====== Material for this exercise ======
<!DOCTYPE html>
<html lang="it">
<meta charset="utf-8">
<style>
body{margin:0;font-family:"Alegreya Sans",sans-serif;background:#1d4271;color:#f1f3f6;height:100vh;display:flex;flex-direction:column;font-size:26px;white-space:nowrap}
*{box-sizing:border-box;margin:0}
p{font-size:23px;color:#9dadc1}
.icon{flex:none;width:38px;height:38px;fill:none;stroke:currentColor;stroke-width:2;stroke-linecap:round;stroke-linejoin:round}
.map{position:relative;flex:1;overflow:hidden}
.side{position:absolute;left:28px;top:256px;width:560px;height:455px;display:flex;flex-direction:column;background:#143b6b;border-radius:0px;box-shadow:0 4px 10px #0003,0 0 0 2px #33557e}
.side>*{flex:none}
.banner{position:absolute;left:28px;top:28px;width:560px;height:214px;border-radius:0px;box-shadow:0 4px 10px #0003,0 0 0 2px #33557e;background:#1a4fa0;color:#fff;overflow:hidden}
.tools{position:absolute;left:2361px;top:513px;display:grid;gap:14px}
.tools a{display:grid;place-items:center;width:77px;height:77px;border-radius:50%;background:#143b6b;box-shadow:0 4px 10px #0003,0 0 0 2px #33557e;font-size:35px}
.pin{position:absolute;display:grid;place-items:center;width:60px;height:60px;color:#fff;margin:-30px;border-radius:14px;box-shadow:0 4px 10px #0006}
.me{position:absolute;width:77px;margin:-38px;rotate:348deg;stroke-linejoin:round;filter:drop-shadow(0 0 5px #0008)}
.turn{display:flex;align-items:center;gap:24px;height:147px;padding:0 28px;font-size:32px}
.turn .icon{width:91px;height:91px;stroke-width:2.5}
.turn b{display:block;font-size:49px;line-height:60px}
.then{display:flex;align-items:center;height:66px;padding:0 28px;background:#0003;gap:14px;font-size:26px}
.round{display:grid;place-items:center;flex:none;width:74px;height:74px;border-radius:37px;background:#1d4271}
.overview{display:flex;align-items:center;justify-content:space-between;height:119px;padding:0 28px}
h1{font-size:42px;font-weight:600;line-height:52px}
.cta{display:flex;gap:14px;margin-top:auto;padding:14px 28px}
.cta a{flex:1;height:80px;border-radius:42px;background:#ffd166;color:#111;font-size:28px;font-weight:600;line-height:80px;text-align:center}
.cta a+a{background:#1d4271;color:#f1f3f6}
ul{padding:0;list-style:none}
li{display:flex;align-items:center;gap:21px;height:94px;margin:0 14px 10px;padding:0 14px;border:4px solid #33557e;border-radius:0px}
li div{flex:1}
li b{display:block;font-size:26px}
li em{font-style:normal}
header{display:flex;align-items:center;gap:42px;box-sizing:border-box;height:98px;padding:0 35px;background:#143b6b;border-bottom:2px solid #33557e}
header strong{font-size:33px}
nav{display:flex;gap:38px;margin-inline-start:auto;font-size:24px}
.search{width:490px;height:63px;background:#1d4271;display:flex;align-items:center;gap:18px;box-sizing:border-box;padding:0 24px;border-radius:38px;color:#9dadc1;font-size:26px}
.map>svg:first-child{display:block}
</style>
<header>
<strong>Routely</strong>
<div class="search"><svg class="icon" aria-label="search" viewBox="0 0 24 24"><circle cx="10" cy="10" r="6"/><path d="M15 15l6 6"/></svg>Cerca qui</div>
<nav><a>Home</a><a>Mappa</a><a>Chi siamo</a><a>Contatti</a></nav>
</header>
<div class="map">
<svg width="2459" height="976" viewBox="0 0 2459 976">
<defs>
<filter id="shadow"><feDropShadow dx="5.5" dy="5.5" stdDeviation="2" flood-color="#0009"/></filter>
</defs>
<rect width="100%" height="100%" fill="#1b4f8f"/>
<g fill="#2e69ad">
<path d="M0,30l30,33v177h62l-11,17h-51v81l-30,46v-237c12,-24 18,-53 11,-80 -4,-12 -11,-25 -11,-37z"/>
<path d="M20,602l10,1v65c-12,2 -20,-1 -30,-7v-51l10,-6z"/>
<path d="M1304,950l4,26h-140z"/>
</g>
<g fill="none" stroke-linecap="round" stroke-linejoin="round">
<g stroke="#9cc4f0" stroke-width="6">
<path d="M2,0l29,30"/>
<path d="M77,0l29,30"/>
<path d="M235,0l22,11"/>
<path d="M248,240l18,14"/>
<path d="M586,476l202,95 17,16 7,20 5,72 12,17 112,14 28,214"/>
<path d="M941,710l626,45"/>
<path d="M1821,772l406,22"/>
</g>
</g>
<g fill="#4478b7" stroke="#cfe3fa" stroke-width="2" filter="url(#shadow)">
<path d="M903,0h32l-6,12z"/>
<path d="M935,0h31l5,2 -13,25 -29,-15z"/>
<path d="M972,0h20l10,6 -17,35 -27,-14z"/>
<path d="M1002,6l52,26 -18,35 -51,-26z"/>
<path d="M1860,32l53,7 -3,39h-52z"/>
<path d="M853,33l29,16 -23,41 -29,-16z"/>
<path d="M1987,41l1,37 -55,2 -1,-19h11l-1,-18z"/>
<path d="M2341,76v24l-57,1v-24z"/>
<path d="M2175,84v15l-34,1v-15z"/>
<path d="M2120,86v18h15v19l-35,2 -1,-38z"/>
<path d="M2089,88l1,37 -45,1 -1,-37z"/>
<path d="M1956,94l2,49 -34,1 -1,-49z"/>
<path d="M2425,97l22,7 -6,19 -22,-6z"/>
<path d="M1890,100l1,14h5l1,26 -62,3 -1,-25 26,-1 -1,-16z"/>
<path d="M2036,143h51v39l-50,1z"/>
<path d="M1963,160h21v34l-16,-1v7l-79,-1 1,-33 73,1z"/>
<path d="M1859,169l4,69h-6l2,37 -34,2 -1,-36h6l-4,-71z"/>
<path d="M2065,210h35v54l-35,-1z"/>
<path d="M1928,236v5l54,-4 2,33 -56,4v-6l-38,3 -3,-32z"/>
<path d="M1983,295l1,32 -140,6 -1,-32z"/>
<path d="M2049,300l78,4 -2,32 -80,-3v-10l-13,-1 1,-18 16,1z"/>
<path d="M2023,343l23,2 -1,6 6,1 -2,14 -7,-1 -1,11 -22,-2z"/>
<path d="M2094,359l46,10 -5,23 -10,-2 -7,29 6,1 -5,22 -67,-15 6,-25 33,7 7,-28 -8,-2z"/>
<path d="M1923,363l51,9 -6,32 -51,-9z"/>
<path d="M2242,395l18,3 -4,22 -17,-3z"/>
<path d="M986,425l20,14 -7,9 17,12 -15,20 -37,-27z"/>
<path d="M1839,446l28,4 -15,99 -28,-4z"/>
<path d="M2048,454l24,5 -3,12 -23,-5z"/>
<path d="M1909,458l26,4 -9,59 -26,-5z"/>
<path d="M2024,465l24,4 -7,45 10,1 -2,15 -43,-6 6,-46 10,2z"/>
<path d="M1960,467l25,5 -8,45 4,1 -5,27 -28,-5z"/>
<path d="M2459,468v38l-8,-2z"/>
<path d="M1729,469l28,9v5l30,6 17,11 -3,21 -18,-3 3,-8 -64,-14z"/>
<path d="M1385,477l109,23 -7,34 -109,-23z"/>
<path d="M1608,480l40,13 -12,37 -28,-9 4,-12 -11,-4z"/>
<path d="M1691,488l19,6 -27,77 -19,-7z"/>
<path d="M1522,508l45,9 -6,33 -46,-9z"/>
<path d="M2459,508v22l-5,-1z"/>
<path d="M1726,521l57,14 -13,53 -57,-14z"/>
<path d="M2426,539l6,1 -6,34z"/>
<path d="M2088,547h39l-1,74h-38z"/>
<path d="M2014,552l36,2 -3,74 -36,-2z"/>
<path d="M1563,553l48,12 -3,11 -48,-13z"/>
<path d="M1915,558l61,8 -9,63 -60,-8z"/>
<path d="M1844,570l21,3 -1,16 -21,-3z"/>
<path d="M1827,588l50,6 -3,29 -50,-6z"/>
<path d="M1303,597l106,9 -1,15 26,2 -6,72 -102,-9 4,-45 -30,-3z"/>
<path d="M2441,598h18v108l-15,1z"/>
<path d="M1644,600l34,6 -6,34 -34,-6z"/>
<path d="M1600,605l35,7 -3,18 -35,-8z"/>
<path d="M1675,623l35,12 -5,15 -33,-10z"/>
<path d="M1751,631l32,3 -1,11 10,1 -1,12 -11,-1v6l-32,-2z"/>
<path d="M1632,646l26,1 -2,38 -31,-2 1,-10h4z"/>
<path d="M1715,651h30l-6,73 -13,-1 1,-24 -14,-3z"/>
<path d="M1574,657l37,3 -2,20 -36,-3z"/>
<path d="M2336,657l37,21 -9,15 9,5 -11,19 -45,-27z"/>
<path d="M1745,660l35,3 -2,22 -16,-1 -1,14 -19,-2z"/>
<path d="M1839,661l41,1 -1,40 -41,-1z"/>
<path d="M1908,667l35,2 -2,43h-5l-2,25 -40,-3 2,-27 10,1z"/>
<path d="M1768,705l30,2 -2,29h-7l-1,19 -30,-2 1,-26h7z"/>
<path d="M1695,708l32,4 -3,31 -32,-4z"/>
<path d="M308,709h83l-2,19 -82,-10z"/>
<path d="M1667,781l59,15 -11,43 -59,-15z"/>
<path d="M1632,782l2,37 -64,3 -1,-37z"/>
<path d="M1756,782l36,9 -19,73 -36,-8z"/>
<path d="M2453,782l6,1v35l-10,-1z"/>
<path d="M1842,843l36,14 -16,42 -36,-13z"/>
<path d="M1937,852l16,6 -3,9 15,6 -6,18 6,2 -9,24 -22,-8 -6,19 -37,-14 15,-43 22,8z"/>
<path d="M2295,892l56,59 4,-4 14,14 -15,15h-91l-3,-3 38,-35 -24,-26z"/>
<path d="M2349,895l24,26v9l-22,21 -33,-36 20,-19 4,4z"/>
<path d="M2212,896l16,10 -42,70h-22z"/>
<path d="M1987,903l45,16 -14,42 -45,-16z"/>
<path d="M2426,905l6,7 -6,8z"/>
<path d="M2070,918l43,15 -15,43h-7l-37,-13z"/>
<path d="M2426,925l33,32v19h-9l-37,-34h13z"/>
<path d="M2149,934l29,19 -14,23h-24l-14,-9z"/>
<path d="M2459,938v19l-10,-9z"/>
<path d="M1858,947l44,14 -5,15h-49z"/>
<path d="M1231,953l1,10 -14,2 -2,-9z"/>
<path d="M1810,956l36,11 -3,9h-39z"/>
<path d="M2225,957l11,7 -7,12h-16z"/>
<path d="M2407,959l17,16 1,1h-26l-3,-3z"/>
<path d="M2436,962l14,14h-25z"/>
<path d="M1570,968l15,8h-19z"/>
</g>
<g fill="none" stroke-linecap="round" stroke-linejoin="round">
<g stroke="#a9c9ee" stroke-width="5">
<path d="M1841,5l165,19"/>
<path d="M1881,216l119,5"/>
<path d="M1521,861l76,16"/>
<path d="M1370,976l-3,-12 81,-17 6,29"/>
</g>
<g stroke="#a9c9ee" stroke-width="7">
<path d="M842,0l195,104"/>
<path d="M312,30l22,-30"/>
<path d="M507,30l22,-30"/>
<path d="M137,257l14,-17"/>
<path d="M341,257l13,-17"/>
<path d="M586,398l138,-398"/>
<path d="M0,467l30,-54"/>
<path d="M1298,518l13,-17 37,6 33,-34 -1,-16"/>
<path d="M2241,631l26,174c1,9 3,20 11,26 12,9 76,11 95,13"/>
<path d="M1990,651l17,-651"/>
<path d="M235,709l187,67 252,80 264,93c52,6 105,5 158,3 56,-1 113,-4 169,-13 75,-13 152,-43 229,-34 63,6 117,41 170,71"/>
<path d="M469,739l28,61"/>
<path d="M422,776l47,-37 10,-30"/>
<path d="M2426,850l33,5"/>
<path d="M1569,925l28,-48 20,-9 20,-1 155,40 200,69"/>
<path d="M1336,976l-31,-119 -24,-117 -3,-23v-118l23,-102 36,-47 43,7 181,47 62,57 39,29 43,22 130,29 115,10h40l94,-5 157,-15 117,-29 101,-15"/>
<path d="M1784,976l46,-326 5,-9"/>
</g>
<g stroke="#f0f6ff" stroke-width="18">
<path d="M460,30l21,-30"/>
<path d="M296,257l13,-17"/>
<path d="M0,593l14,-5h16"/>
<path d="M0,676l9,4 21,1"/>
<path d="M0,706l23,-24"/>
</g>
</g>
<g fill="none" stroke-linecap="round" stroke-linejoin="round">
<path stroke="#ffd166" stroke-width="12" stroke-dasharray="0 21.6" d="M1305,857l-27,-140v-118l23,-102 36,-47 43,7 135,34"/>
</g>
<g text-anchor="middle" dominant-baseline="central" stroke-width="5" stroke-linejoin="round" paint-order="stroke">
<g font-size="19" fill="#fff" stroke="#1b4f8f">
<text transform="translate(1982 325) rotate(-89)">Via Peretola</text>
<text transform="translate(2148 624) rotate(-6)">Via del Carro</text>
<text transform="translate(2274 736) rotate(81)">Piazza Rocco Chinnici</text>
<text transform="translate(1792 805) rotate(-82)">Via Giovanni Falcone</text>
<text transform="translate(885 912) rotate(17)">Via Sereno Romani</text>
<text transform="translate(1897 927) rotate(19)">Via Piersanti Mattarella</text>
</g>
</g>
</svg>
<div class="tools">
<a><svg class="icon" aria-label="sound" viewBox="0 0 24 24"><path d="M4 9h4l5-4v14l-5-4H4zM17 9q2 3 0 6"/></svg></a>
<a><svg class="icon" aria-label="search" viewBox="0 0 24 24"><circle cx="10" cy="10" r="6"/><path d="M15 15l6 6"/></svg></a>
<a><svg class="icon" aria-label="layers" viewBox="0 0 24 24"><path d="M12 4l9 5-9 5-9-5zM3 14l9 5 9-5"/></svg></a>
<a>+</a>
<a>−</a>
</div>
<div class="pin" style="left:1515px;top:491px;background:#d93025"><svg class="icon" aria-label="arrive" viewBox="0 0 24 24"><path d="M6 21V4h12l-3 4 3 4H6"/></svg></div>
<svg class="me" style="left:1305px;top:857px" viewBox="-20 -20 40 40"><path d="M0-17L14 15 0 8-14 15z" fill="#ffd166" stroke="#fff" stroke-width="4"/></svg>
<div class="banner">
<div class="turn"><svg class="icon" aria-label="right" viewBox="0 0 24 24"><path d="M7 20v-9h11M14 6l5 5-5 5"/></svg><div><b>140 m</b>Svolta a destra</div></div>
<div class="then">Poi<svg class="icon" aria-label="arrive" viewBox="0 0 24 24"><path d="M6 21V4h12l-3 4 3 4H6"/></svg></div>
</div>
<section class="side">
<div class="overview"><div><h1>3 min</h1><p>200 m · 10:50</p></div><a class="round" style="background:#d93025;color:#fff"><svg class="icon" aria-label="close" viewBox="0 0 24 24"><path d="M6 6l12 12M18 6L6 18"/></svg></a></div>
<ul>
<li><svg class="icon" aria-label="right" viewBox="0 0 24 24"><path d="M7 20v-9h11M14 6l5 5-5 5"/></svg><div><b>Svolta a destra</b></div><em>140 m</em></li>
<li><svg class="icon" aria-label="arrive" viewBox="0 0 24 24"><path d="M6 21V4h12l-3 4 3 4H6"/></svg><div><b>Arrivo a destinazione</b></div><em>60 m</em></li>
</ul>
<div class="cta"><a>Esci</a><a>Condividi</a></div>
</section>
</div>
======
Each line containing the word "hidden" needs to be copied from the data above.

#### Written solution:
.map{position:relative;flex:1;overflow:hidden}
.banner{position:absolute;left:28px;top:28px;width:560px;height:214px;border-radius:0px;box-shadow:0 4px 10px #0003,0 0 0 2px #33557e;background:#1a4fa0;color:#fff;overflow:hidden}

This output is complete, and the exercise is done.